Furthermore, in a different clause the bill of lading provided:
"CLAUSE PARAMOUNT - If the Carriage covered by this Bill of Lading includes carriage to, from or through a port or place in the USA and any action is brought in the USA then this Bill of Lading shall be subject to the United States Carriage of Goods by Sea Act of 1936, the terms of which are incorporated herein and shall be paramount throughout Carriage by Sea..."

The Plaintiff argued inter alia that the Clause Paramount in the bill of lading must override the forum selection clause in the same document and that the court should refuse to enforce the forum selection clause in any event because Croatia would not be a reasonable forum for the litigation of his claims. The Court did not agree.

In the "SKY REEFER" decision the majority of the Supreme Court unequivocally concluded that a forum selection clause did not lessen the liability of a carrier under the US Carriage of Goods by Sea Act 1936 (COGSA) so as to be nullified by section 3(8) of that Act. In its decision The Supreme Court reasoned that: "[Section 3(8) of COGSA] ...addresses the lessening of the specific liability imposed by the Act, without addressing the separate question of the means and costs of enforcing that liability. The difference is that between explicit statutory guarantees and the procedure for enforcing them, between applicable liability principles and the forum in which they are to be vindicated. ... Nothing in this section ... suggests that the statute prevents the parties from agreeing to enforce these obligations in a particular forum. By its terms, it establishes certain duties and obligations, separate and apart from the mechanisms for their enforcement".

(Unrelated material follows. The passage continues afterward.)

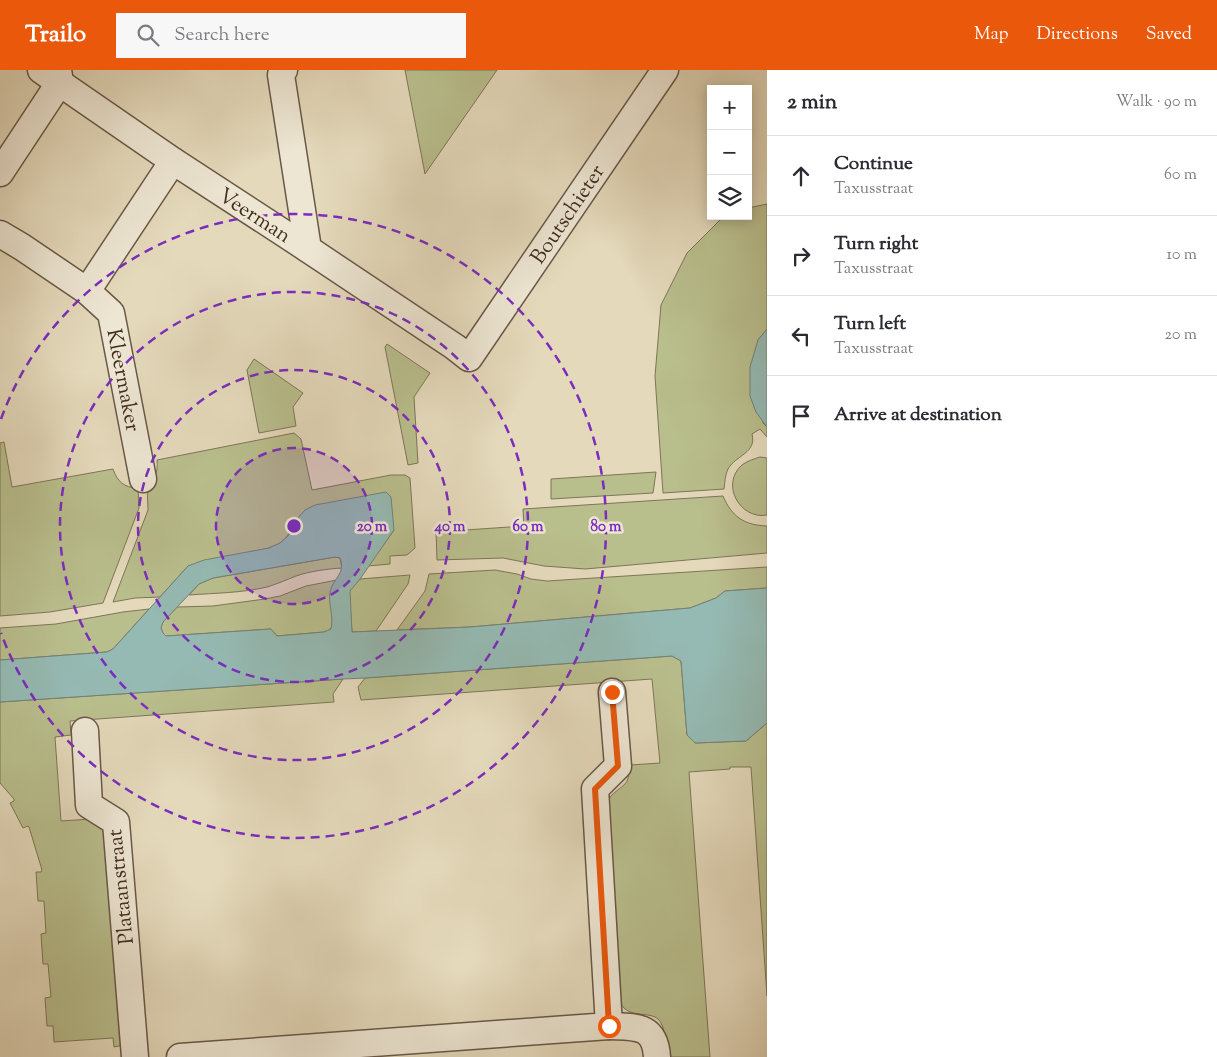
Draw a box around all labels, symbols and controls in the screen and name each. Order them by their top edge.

In its recent ruling the US District Court for the Eastern District of Virginia felt compelled to follow the directives of the "SKY REEFER" decision. The defendants had identified persuasive legal authority which suggested that Croatia recognises and enforces the Hague Rules upon which the US COGSA was modelled, whereas the plaintiff had failed to demonstrate that the substantive law to be applied by the foreign tribunal would be less than US COGSA guarantees.

Finally, the District Court also found the Plaintiff’s contention that Croatia was not a reasonable forum for the resolution of the present dispute was not persuasive.The fact that two of the parties to the lawsuit and a number of witnesses reside in the United States was no sufficient to demonstrate that it would be seriously inconvenient for the plaintiff to litigate the claim in Croatia.Reference was again made to the "SKY REEFER" decision where the court held that increased cost and inconvenience were not enough to defeat the operation of a forum selection clause in an Admiralty suit.

In view of this recent decision we believe that it has become increasingly clear that US Courts will now respect choice of forum clauses in bills of lading. However, the plaintiff has filed an appeal before the 4th circuit Court of Appeals. Readers will be informed of the Court of Appeals decision, in due course.